Istri Almarhum Munir: Habis Kata-kata Saya untuk Pollycarpus
Suciwati mengaku sudah kehabisan kata-kata.
Editor: Rachmat Hidayat
TRIBUNNEWS.COM,JAKARTA - Suciwati, janda mendiang aktivis Hak Asasi Manusia dan pegiat hak asasi manusia Munir Said Thalib, mengaku sudah kehabisan kata-kata.
Dia enggan mengomentari putusan Mahkamah Agung yang mengabulkan Peninjauan Kembali (PK) Pollycarpus Budihari Priyanto.
"Sudah habis kata-kata saya untuk Pollycarpus. Saya tidak mau mengomentari hal tersebut. Silakan bung hubungi kawan-kawan Kasum (Komite Solidaritas untuk Munir) terkait hal itu," kata Suciwati kepada TRIBUNnews.com, Senin (7/10).
Pollycarpus adalah mantan pilot Garuda Indonesia yang diputus pengadilan terbukti secara sah membunuh Munir dengan cara meracunnya saat dalam penerbangan dari Jakarta menuju Amsterdam, Belanda.
Alhasil, pegiat Komisi Untuk Orang Hilang dan Korban Tindak Kekerasan (Kontras) itu meninggal di dalam pesawat, 7 September 2004.
Mahkamah Agung (MA) menerima peninjauan kembali (PK) yang diajukan terpidana pembunuh Munir Said Thalib, Pollycarpus. Pollycarpus mengajukan PK atas putusan PK yang diajukan Kejaksaan Agung.
Padahal sebelumnya, Mahkamah Agung mengabulkan permohonan PK Kejaksaan Agung dan menghukum Pollycarpus 20 tahun penjara. Belum diketahui apa isi amar putusan PK terakhir ini.
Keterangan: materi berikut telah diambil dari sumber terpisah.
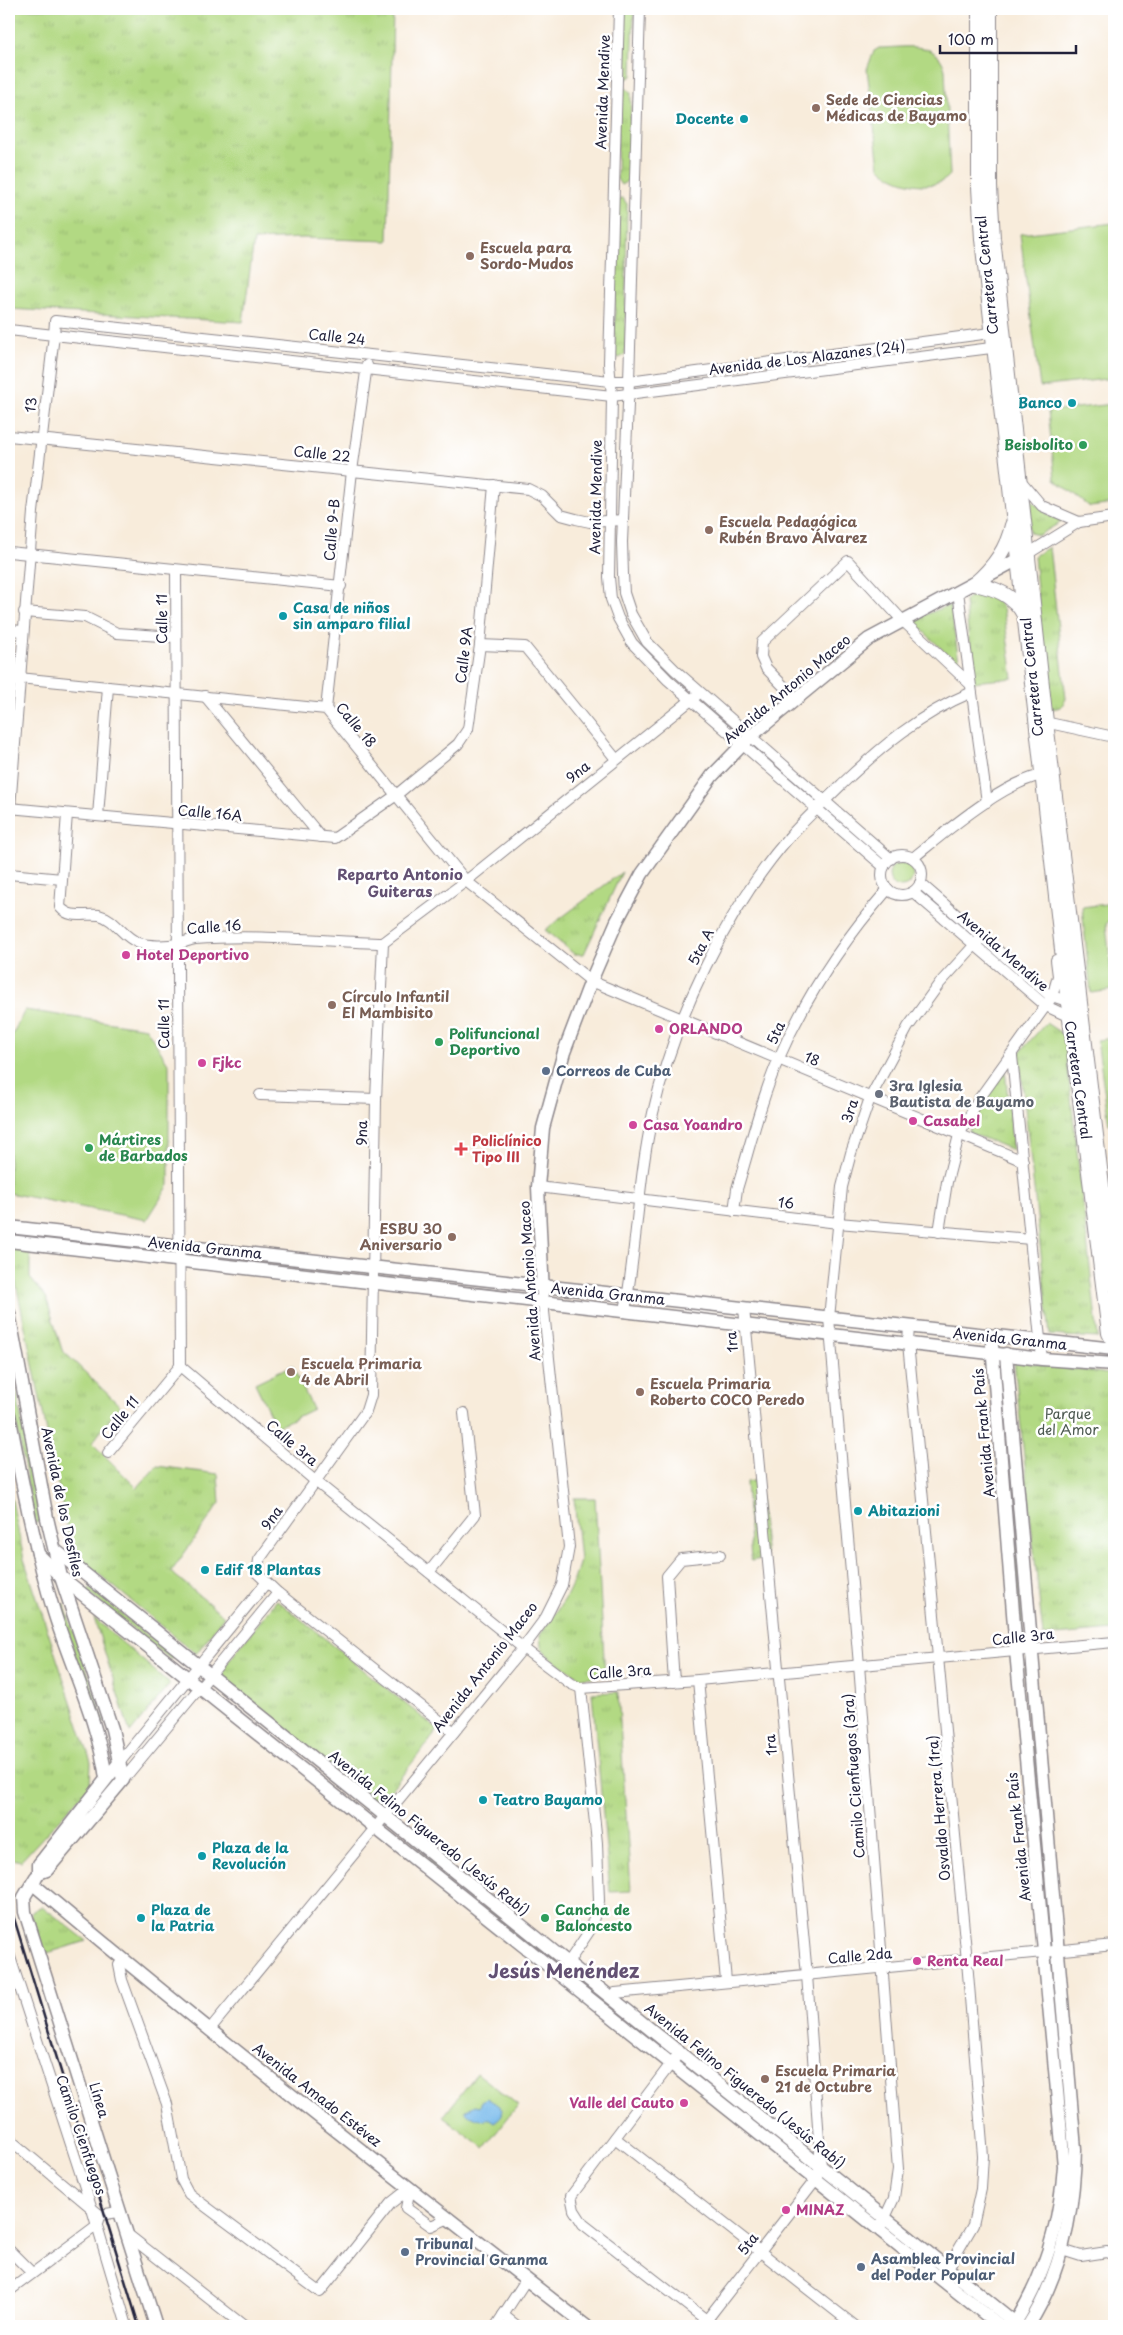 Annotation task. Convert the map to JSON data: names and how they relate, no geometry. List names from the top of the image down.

Assegaf, kuasa hukum Pollycarpus, Minggu (6/10) malam, membenarkan soal dikabulkannya permohonan PK Pollycarpus. Namun, Assegaf dan keluarga Pollycarpus belum mengetahui vonis yang harus dijalani kliennya.
"Kami belum tahu, apakah dikabulkan itu berarti tidak bersalah, atau bagaimana. Kami belum tahu dan ini kami harap-harap cemas. Bahagia, tapi juga khawatir karena hanya ada kata dikabulkan," ujar Assegaf.
Pengabulan Peninjauan Kembali Pollycarpus, pembunuh aktivis HAM Munir Said Thalib oleh Mahkamah Agung, dinilai mencederai rasa keadilan.
Koordinator Komite Solidaritas untuk Munir (Kasum) Choirul Anam mengatakan, aktivis maupun keluarga besar Munir merasa dikecewakan Mahkamah Agung.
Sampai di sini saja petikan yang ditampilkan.